Comments on: GN. Benford’s Law

By: Stephen Morris

Stephen Morris — Wed, 01 Feb 2012 23:44:42 +0000

Ooh, just reading Ben Goldacre's article again. He links to this great site which tests lots of real world data. Very nice. http://testingbenfordslaw.com/ There's one data set which really stands out, you can probably guess before you try it. And, no, it isn't the russian elections.

By: Stephen Morris

Stephen Morris — Wed, 01 Feb 2012 23:37:46 +0000

You can check them on line here: http://benford.cloudcontrolled.com/# Hat tip to Ben Goldacre: http://bengoldacre.posterous.com/benfords-law-and-online-calculator-from-fun-t Do read the article he links to.

By: strauss

strauss — Tue, 24 Jan 2012 22:57:37 +0000

Er,… unfortunately, I’ve forgotten…

By: Edwin

Edwin — Wed, 18 Jan 2012 16:20:53 +0000

Ok, is it list two? Countries tat start with digits 4, 5, 6 and 8 appear to surpass the expected digit distribution.
Although, the 1st list also offers disparities when compared to Benford. I noted that digits 4, 6 and 7 happen a lot more than expected Benford Law.

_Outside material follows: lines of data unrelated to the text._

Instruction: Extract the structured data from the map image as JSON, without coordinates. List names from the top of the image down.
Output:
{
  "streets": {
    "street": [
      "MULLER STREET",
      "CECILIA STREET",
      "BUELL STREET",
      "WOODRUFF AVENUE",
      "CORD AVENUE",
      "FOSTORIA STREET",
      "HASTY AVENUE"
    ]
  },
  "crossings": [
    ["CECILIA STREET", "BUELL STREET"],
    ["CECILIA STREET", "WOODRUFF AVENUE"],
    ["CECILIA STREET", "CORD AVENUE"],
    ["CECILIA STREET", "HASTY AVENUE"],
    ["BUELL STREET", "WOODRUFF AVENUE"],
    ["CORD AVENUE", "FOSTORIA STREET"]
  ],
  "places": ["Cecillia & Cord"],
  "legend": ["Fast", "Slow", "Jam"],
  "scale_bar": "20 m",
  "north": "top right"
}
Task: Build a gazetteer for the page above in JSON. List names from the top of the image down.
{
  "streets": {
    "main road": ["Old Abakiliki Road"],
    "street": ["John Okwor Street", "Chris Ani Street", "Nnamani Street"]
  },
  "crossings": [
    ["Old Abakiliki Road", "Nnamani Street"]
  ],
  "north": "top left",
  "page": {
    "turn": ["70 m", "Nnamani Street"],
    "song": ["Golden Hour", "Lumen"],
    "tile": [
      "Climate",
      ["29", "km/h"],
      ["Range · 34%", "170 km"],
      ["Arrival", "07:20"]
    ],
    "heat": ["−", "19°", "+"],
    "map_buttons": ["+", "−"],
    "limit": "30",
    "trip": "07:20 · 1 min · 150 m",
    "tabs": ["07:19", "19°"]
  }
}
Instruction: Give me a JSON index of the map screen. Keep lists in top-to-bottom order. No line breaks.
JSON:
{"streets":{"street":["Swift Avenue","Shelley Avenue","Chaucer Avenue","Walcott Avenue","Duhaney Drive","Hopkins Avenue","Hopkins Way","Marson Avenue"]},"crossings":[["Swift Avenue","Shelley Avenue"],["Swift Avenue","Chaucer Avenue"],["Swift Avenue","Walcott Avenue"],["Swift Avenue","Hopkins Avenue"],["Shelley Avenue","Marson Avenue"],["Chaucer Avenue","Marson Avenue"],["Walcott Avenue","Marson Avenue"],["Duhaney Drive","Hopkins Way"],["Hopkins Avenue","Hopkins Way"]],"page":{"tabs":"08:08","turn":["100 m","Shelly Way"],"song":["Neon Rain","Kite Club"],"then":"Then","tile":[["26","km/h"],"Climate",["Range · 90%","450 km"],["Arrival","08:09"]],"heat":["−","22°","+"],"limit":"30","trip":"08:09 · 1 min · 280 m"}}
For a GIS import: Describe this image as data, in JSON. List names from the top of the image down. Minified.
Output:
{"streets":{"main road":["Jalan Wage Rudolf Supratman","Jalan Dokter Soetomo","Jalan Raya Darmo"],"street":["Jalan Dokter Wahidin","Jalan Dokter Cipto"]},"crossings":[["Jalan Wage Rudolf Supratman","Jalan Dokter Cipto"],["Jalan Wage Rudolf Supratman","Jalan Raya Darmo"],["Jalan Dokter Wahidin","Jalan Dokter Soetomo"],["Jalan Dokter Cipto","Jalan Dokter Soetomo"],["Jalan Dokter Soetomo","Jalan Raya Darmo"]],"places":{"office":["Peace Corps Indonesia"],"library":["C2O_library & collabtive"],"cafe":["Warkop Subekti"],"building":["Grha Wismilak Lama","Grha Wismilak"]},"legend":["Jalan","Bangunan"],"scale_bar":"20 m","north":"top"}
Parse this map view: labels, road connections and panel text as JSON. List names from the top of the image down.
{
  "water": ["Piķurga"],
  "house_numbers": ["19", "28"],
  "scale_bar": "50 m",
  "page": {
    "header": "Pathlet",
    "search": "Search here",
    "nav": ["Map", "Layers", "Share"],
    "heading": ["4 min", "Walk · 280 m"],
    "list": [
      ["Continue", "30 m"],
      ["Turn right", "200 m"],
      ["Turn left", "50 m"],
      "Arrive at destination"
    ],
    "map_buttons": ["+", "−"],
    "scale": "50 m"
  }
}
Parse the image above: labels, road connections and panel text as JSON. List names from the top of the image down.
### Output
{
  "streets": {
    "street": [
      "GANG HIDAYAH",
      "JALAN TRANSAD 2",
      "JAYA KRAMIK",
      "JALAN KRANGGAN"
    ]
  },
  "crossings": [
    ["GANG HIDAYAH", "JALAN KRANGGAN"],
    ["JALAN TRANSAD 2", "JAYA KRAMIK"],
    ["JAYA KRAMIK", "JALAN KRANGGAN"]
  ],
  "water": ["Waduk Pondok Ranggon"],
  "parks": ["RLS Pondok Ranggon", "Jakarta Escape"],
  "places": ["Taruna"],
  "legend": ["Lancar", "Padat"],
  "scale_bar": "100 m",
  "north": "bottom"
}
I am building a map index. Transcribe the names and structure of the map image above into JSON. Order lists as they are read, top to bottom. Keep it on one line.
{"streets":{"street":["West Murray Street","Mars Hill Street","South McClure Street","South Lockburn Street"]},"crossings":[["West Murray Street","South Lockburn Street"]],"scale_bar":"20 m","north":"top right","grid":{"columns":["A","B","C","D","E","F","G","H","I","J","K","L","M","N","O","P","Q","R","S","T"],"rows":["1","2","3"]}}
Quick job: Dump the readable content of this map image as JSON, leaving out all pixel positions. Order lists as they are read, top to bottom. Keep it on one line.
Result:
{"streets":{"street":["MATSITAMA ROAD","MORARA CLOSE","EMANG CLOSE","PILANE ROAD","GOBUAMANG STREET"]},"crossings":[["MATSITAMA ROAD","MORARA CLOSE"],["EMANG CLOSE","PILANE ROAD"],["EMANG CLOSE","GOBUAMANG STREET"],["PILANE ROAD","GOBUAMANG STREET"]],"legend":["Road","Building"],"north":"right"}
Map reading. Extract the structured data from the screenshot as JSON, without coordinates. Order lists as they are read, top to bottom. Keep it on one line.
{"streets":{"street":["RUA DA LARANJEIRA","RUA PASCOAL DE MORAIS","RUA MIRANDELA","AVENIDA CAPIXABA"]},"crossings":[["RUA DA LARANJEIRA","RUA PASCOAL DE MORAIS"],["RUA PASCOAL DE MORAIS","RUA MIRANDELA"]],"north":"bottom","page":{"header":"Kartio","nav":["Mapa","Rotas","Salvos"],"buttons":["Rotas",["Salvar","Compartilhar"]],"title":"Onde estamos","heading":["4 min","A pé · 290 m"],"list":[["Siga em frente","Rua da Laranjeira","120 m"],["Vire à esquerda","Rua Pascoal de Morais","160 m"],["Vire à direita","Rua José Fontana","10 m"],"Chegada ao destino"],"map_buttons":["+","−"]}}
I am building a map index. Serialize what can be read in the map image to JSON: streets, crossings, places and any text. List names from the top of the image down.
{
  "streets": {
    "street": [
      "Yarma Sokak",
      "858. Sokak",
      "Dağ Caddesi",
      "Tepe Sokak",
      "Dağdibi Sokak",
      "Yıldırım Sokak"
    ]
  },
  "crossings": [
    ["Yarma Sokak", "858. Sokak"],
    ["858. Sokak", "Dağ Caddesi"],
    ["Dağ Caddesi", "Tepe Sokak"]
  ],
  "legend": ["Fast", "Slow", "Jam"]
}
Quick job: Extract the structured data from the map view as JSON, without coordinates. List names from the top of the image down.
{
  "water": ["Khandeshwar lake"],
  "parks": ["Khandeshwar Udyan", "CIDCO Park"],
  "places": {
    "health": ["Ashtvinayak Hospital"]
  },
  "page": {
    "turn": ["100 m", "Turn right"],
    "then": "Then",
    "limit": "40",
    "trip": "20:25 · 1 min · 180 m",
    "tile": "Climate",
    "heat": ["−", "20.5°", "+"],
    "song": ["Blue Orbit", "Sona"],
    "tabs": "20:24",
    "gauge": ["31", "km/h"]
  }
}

Nonetheless, he 2nd list appears more manipulated than 1st list.

Which is erroneous?

By: Shawn

Shawn — Tue, 29 Nov 2011 05:48:56 +0000

Has anyone figured out which list is fake yet?

By: strauss

strauss — Sat, 19 Dec 2009 15:37:40 +0000

I guess the point wasn't that we COULD fake data using Benford's Law, but rather we should be careful not to get tripped up by some pesky investigator who is using Benford's Law.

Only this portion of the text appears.